Ülkemiz zor zamanlardan geçiyor. Türk halkının örf ve adetlerine uygun olmayan davranışlar artık sıklıkla karşımıza çıkmaktadır. Gerek teknolojinin ilerlemesi, gerekse toplumun yozlaşması ile ahlak sorunu ortaya çıkmıştır.
Farklı ülkelerin halklarıyla fazla kaynaşarak, kültür yozlaşması yaşamaktayız ve bu durum, kendi ahlaki sorumluluklarımızdan kaçmamıza neden olmaktadır.
Eskiden sigara içen bir kişinin en az 40’lı yaşlarda olması beklenirken, bugün ilkokul öğrencileri okul köşelerinde sigara gibi zararlı alışkanlıkların pençesine düşmektedir. Küçük kız çocukları fuhuş illetine sürüklenirken, erkek çocukları madde bağımlılığına yönlendirilmekte ve böylece Türk aile yapısı büyük zarar görmektedir.
Araştırmalara göre sigara içme yaşı 10’a kadar düşmüş durumdadır. Lise öğrencileri arasında alkol ve uyuşturucu kullanımı artmakta ve bu durum, bizleri derinden etkilemektedir.
AB kriterleri uğruna birçok ahlaki sorumluluğumuzdan vazgeçtik. Avrupa sevdasıyla değerlerimiz sarsıldı. Kültürümüz hiçe sayılarak “Frenkleşme” yoluna girildi. Kendi doğu kültürümüzden uzaklaşıp, batının ahlaki çöküntülerini benimsemeye başladık. Bu durumu da “modernleşme” adı altında kendimizi kandırarak meşrulaştırıyoruz. Bu anlayış, bizleri komşuluk, dostluk ve aile kavramlarından uzaklaştırarak maddiyata yönlendiriyor.
Özenti ise sağlıklı bir şekilde yapılmıyor. Fen bilimlerine değil de geçici moda akımlarına ayak uydurmaya çalışıyoruz. Büyüklerimize kısaltılmış isimlerle hitap etmeye başladık. Çocuklarımızla aile ilişkisi kurmak yerine, “kanka” gibi anlamsız kelimelerle kardeşlik kavramını zedeliyoruz.
Akraba ilişkilerini bile sapkın düşüncelere konu ederek toplumun ahlaki sınırlarını zorluyoruz. Kötü şeyleri konuşarak, insanların zihinlerine kötülüğü yerleştiriyoruz. Dürüstlük gibi temel kavramların içini boşaltarak, ciddi bir ahlak sorunu yaşıyoruz.
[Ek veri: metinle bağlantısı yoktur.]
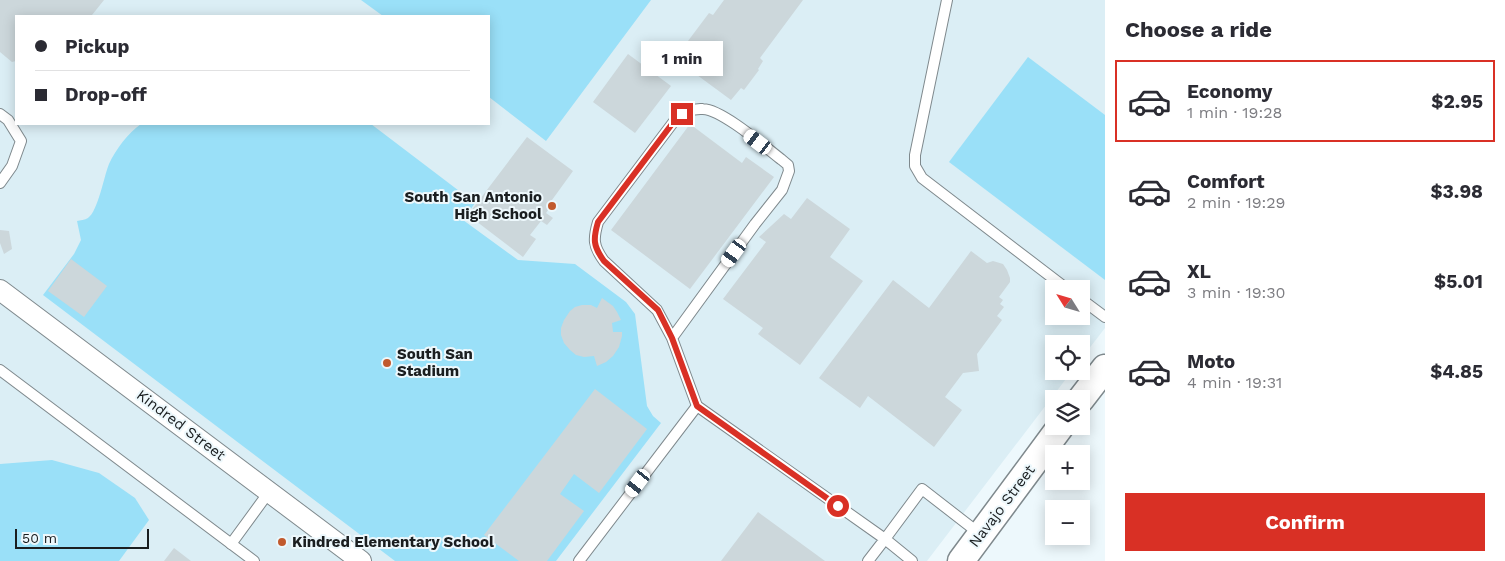 <!DOCTYPE html>
<html lang="en">
<head>
<meta charset="utf-8">
<style>
	:root { --surface:#fff; --page:#f7f7f7; --text:#2b2b33; --muted:#7c7c81; --line:#e1e1e2; --accent:#d93025 }
	body { margin:0; font-family:"Work Sans",sans-serif; background:var(--page); color:var(--text); height:100vh; display:flex; flex-direction:column; font-size:19px; white-space:nowrap }
	* { box-sizing:border-box; margin:0 }
	p { font-size:16px; color:var(--muted) }
	.icon { flex:none; width:28px; height:28px; fill:none; stroke:currentColor; stroke-width:2; stroke-linecap:round; stroke-linejoin:round }
	.map { position:relative; flex:1; overflow:hidden }
	.drawer { display:flex; flex-direction:column; background:var(--surface); width:400px }
	.drawer>* { flex:none }
	.hud { position:absolute; left:15px; top:15px; width:475px; height:110px; border-radius:0px; box-shadow:0 2px 12px #0003; display:grid; align-content:center; height:110px; padding:0 20px; background:var(--surface) }
	.needle { width:32px; rotate:307deg }
	.tools { position:absolute; left:1045px; top:280px; display:grid; gap:10px }
	.tools a { display:grid; place-items:center; width:45px; height:45px; border-radius:0px; background:var(--surface); box-shadow:0 2px 12px #0003; font-size:25px }
	.scale { position:absolute; left:15px; bottom:12px; width:134px; box-sizing:border-box; padding-left:5px; border:2px solid #1a1e20; border-top:0; font-size:14px; line-height:18px; white-space:nowrap; color:#1a1e20; -webkit-text-stroke:4px #edf8fc; paint-order:stroke }
	.end { position:absolute; width:22px; height:22px; margin:-11px; border:6px solid #d93025; background:#fff; box-shadow:0 0 0 2px #fff }
	.from { border-radius:50% }
	.bubble { position:absolute; height:35px; border-radius:0px; background:var(--surface); box-shadow:0 2px 12px #0003; font-size:16px; font-weight:700; line-height:35px; text-align:center }
	.car { position:absolute; width:15px; height:30px; margin:-15px -8px; border-radius:6px; box-shadow:0 0 4px 1px #0007; background:linear-gradient(#fff 24%,#345 0 40%,#fff 0 76%,#345 0 86%,#fff 0) }
	.hud b { display:flex; align-items:center; gap:18px; height:48px; font-size:19px }
	.hud b+b { border-top:1px solid var(--line) }
	.hud i { width:12px; height:12px; background:var(--text) }
	ul { padding:0; list-style:none }
	li { display:flex; align-items:center; gap:15px; height:82px; margin:0 10px 8px; padding:0 10px; border:2px solid transparent; border-radius:0px }
	li div { flex:1 }
	li b { display:block; font-size:19px }
	li em { font-style:normal; font-weight:700 }
	li.selected { border-color:var(--accent) }
	li>.icon { width:45px; height:45px; stroke-width:1.5 }
	h2 { padding:0 20px; font-size:22px; line-height:60px }
	.cta { display:flex; gap:10px; margin-top:auto; padding:10px 20px }
	.cta a { flex:1; height:58px; border-radius:0px; background:var(--accent); color:#fff; font-size:20px; font-weight:700; line-height:58px; text-align:center }
	main { display:flex; flex:1; min-height:0 }
	.map>svg:first-child { display:block }
	.built { fill:#dbeef5; fill-rule:evenodd }
	.green { fill:#9ae0f8 }
	.building { fill:#ccd7db }
	.lines { fill:none; stroke-linecap:round; stroke-linejoin:round }
	.service-casing { stroke:#7f898d; stroke-width:12 }
	.minor-casing { stroke:#7f898d; stroke-width:22 }
	.tertiary-casing { stroke:#7f898d; stroke-width:29 }
	.service { stroke:#fff; stroke-width:10 }
	.minor { stroke:#fff; stroke-width:20 }
	.tertiary { stroke:#fff; stroke-width:26 }
	.route { stroke:#d93025; stroke-width:6 }
	.poi-dot { fill:#c15a2e; stroke:#edf8fc; stroke-width:2 }
	.labels { text-anchor:middle; dominant-baseline:central; stroke-width:4; stroke-linejoin:round; paint-order:stroke }
	.poi-label { font-size:15px; font-weight:bold; fill:#1a1e20; stroke:#edf8fc; text-anchor:start }
	.street-label { font-size:15px; fill:#1a1e20; stroke:#edf8fc }
</style>
</head>
<body>
<main>
<div class="map">
<svg width="1105" height="561" viewBox="0 0 1105 561">
	<rect width="100%" height="100%" fill="#edf8fc"/>
	<path class="built" d="M 0,0 L 1105,0 L 1105,328 L 1081,359 L 1081,344 L 1054,344 L 1054,371 L 1072,371 L 927,561 L 0,561 ZM 16,16 L 489,16 L 489,124 L 16,124 ZM 1054,289 L 1081,289 L 1081,316 L 1054,316 Z"/>
	<g class="green">
		<path d="M 361,0 L 651,0 L 546,141 L 489,97 L 489,16 L 383,16 Z"/>
		<path d="M 1028,57 L 1105,115 L 1105,280 L 949,162 Z"/>
		<path d="M 141,124 L 371,124 L 475,203 L 463,220 L 518,260 L 575,264 L 626,302 L 635,314 L 647,406 L 653,416 L 661,423 L 556,561 L 395,561 L 43,295 L 74,254 L 81,240 L 77,221 C 80,220 85,220 88,218 C 98,211 104,176 109,164 C 116,149 128,133 141,124 Z"/>
		<path d="M 52,460 L 99,473 L 135,498 L 149,520 L 119,561 L 0,561 L 0,464 Z"/>
	</g>
	<g class="building">
		<path d="M 0,0 L 104,0 L 92,15 L 94,16 L 16,16 L 16,61 L 12,62 L 0,52 Z"/>
		<path d="M 724,0 L 803,0 L 760,58 L 763,61 L 758,69 L 759,70 L 744,90 L 741,88 L 731,100 L 678,61 L 688,48 L 685,45 L 709,13 L 713,15 Z"/>
		<path d="M 628,54 L 671,86 L 635,133 L 593,102 Z"/>
		<path d="M 690,124 L 742,163 L 746,157 L 774,177 L 690,289 L 611,230 Z"/>
		<path d="M 527,137 L 573,171 L 552,200 L 554,202 L 546,213 L 553,218 L 547,225 L 541,221 L 530,235 L 536,239 L 523,257 L 468,215 Z"/>
		<path d="M 807,198 L 850,229 L 830,257 L 863,281 L 800,365 L 758,334 L 763,328 L 723,299 L 766,242 L 759,237 L 784,214 L 791,219 Z"/>
		<path d="M 0,230 L 9,231 L 12,249 L 4,254 L 0,243 Z"/>
		<path d="M 971,251 L 987,263 L 993,261 L 1003,264 L 1007,270 L 1010,278 L 1010,282 L 999,297 L 1003,300 L 1000,304 L 1004,307 L 997,316 L 1002,320 L 977,354 L 979,371 L 963,373 L 945,397 L 962,410 L 934,447 L 868,396 L 860,408 L 819,378 L 893,280 L 929,308 Z"/>
		<path d="M 71,259 L 107,286 L 84,317 L 48,291 Z"/>
		<path d="M 602,298 L 613,306 L 617,312 L 621,320 L 612,323 L 613,332 L 622,332 L 622,336 L 619,347 L 613,356 L 606,362 L 597,366 L 594,356 L 584,357 L 576,355 L 570,350 L 564,343 L 561,335 L 561,328 L 564,320 L 570,311 L 575,307 L 582,305 L 591,305 L 597,308 Z"/>
		<path d="M 595,389 L 647,429 L 599,493 L 574,474 L 560,494 L 584,511 L 547,561 L 519,561 L 484,535 Z"/>
		<path d="M 758,512 L 825,561 L 721,561 Z"/>
		<path d="M 174,548 L 191,561 L 164,561 Z"/>
	</g>
	<g class="lines">
		<defs>
			<g id="service">
				<path d="M 947,0 L 915,155 L 915,166 L 922,178 L 1067,289"/>
				<path d="M 0,114 L 8,120 L 21,141 L 12,166 L 0,183"/>
				<path d="M 1081,299 L 1105,317"/>
				<path d="M 672,338 L 755,224 L 782,190 L 789,171 L 788,165 L 782,160 C 765,147 723,110 703,109 C 692,108 683,113 675,120 L 598,222 C 593,239 593,246 604,261 L 657,310 L 672,338 L 697,406 L 885,539 L 868,561"/>
				<path d="M 0,370 L 254,561"/>
				<path d="M 231,544 L 269,492"/>
				<path d="M 579,561 L 697,406"/>
				<path d="M 912,561 L 885,539 L 922,489 L 980,534"/>
			</g>
			<path id="minor" d="M 0,290 L 361,561"/>
			<g id="tertiary">
				<path d="M 1081,399 L 1105,368"/>
				<path d="M 961,561 L 1061,426"/>
			</g>
		</defs>
		<use href="#service" class="service-casing"/>
		<use href="#minor" class="minor-casing"/>
		<use href="#tertiary" class="tertiary-casing"/>
		<use href="#service" class="service"/>
		<use href="#minor" class="minor"/>
		<use href="#tertiary" class="tertiary"/>
	</g>
	<g class="lines">
		<path class="route" d="M 682,114 L 675,120 L 598,222 C 593,239 593,246 604,261 L 658,310 L 672,338 L 697,406 L 838,506"/>
	</g>
	<g class="poi-dot">
		<circle cx="552" cy="206" r="5"/>
		<circle cx="387" cy="363" r="5"/>
		<circle cx="282" cy="542" r="5"/>
	</g>
	<g class="labels">
		<g class="poi-label">
			<text x="542" y="197" text-anchor="end">South San Antonio<tspan x="542" dy="17">High School</tspan></text>
			<text x="397" y="354">South San<tspan x="397" dy="17">Stadium</tspan></text>
			<text x="292" y="542">Kindred Elementary School</text>
		</g>
		<g class="street-label">
			<text transform="translate(181 425) rotate(37)">Kindred Street</text>
			<text transform="translate(1002 506) rotate(-53)">Navajo Street</text>
		</g>
	</g>
</svg>
<div class="tools">
<a><svg class="needle" viewBox="-14 -14 28 28"><path d="M0-13l5 13h-10z" fill="#e53935"/><path d="M0 13l5-13h-10z" fill="#7c7c81"/></svg></a>
<a><svg class="icon" aria-label="locate" viewBox="0 0 24 24"><circle cx="12" cy="12" r="6"/><path d="M12 2v4M12 18v4M2 12h4M18 12h4"/></svg></a>
<a><svg class="icon" aria-label="layers" viewBox="0 0 24 24"><path d="M12 4l9 5-9 5-9-5zM3 14l9 5 9-5"/></svg></a>
<a>+</a>
<a>−</a>
</div>
<div class="scale">50 m</div>
<i class="end from" style="left:838px;top:506px"></i>
<i class="end" style="left:682px;top:114px"></i>
<div class="bubble" style="left:641px;top:41px;width:82px">1 min</div>
<i class="car" style="left:758px;top:142px;rotate:307deg"></i>
<i class="car" style="left:734px;top:253px;rotate:216deg"></i>
<i class="car" style="left:638px;top:483px;rotate:217deg"></i>
<div class="hud">
<b><i class="from"></i>Pickup</b>
<b><i></i>Drop-off</b>
</div>
</div>
<section class="drawer">
<h2>Choose a ride</h2>
<ul>
<li class="selected"><svg class="icon" aria-label="car" viewBox="0 0 24 24"><path d="M5 17H2v-5l4-1 3-4h7l3 4 3 1v5h-3M9 17h6M6 11h13"/><circle cx="7" cy="17" r="2"/><circle cx="17" cy="17" r="2"/></svg><div><b>Economy</b><p>1 min · 19:28</p></div><em>$2.95</em></li>
<li><svg class="icon" aria-label="car" viewBox="0 0 24 24"><path d="M5 17H2v-5l4-1 3-4h7l3 4 3 1v5h-3M9 17h6M6 11h13"/><circle cx="7" cy="17" r="2"/><circle cx="17" cy="17" r="2"/></svg><div><b>Comfort</b><p>2 min · 19:29</p></div><em>$3.98</em></li>
<li><svg class="icon" aria-label="car" viewBox="0 0 24 24"><path d="M5 17H2v-5l4-1 3-4h7l3 4 3 1v5h-3M9 17h6M6 11h13"/><circle cx="7" cy="17" r="2"/><circle cx="17" cy="17" r="2"/></svg><div><b>XL</b><p>3 min · 19:30</p></div><em>$5.01</em></li>
<li><svg class="icon" aria-label="car" viewBox="0 0 24 24"><path d="M5 17H2v-5l4-1 3-4h7l3 4 3 1v5h-3M9 17h6M6 11h13"/><circle cx="7" cy="17" r="2"/><circle cx="17" cy="17" r="2"/></svg><div><b>Moto</b><p>4 min · 19:31</p></div><em>$4.85</em></li>
</ul>
<div class="cta"><a>Confirm</a></div>
</section>
</main>
</body>
</html>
Bugün ülkemizde hapishanelerin neden tam kapasite dolu olduğunu anlamakta zorlanmıyoruz. Cezaevi, artık sadece bir ıslah yeri değil; zarar veren bireylerin topluma zarar vermemesi için tutulduğu bir alan hâline geldi.
Her gün tecavüz, gasp, hırsızlık, cinayet ve rüşvet suçlarından insanlar hapse giriyor. Ancak bu suçların temelinde neyin yattığı hâlâ göz ardı ediliyor: Ahlak sorunu. Ahlaki çöküş.
Bize gerekli olan, Kur’an ahlâkıdır. Ancak onun kriterleri ile doğru yolda ilerleyebiliriz.